Rather than calculate the inverse of ( ${~ X}^{T} ~ X + h I$ ) directly, ridge_opt uses the singular value decomposition (SVD) of $~ X$ . After decomposing $~ X$ into $U D V^{T}$ where $U$ and $V$ are orthogonal matrices and $D$ is a diagonal matrix, the parameter estimates become

~ b = V {(D^{T} D + h I)}^{- 1} D U^{T} ~ y .

A consequence of introducing the ridge parameter is that the effective number of parameters, $γ$ , in the model is given by the sum of diagonal elements of

D^{T} D {(D^{T} D + h I)}^{- 1},

see Moody (1992) for details.

Any multi-collinearity in the design matrix $X$ may be highlighted by calculating the variance inflation factors for the fitted model. The $j$ th variance inflation factor, $v_{j}$ , is a scaled version of the multiple correlation coefficient between independent variable $j$ and the other independent variables, $R_{j}$ , and is given by

v_{j} = \frac{1}{1 - R_{j}}, j = 1, 2, \dots, m .

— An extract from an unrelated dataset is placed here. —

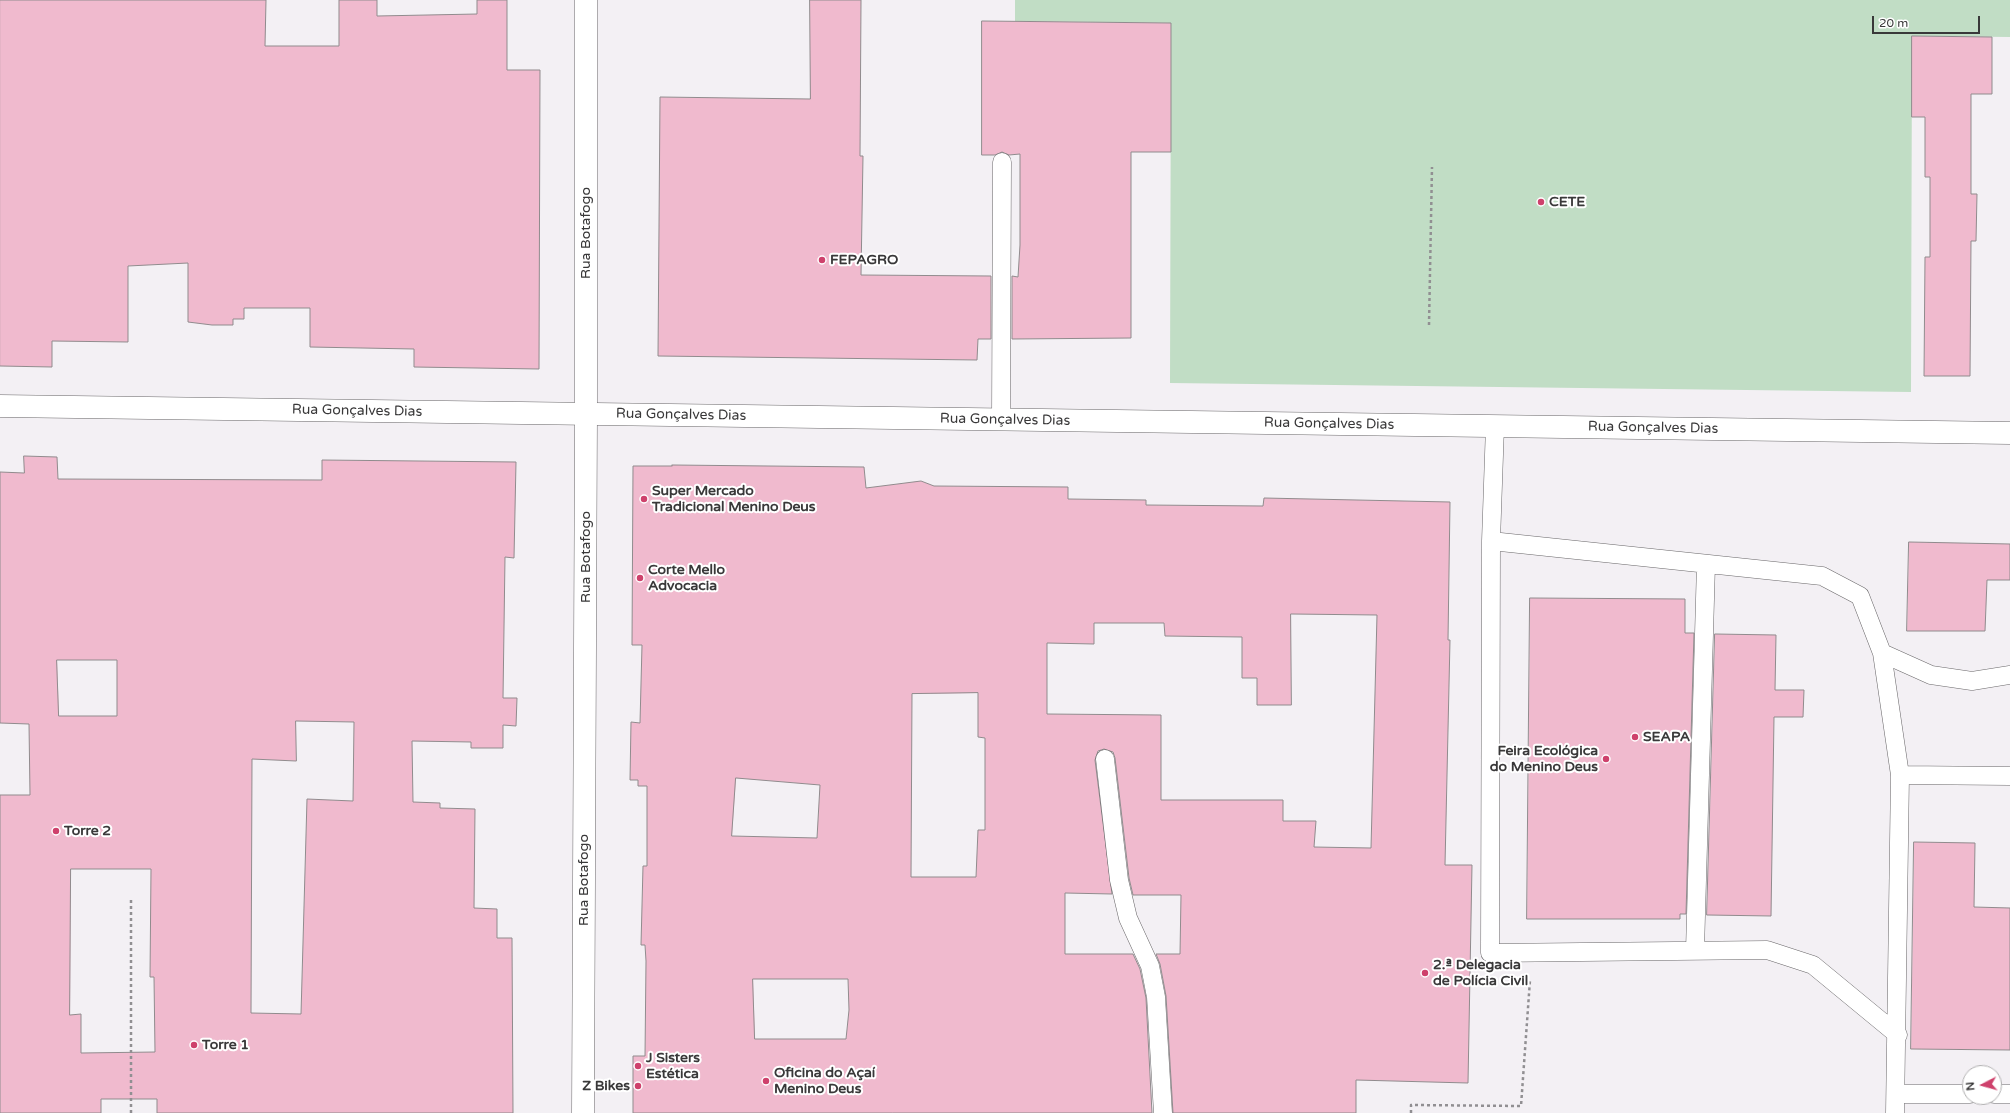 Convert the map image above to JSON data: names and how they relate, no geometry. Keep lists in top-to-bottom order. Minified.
{"streets":{"street":["Rua Botafogo","Rua Gonçalves Dias"]},"crossings":[["Rua Botafogo","Rua Gonçalves Dias"]],"places":["CETE","FEPAGRO","Super Mercado Tradicional Menino Deus","Corte Mello Advocacia","SEAPA","Feira Ecológica do Menino Deus","Torre 2","2.ª Delegacia de Polícia Civil","Torre 1","J Sisters Estética","Oficina do Açaí Menino Deus","Z Bikes"],"scale_bar":"20 m","north":"left"}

The $m$ variance inflation factors are calculated as the diagonal elements of the matrix:

{({~ X}^{T} ~ X + h I)}^{- 1} {~ X}^{T} ~ X {({~ X}^{T} ~ X + h I)}^{- 1},

which, using the SVD of $~ X$ , is equivalent to the diagonal elements of the matrix:

V {(D^{T} D + h I)}^{- 1} D^{T} D {(D^{T} D + h I)}^{- 1} V^{T} .

Although parameter estimates $~ b$ are calculated by using $~ X$ , it is usual to report the parameter estimates $b$ associated with $X$ . These are calculated from $~ b$ , and the means and scalings of $X$ . Optionally, either $~ b$ or $b$ may be calculated.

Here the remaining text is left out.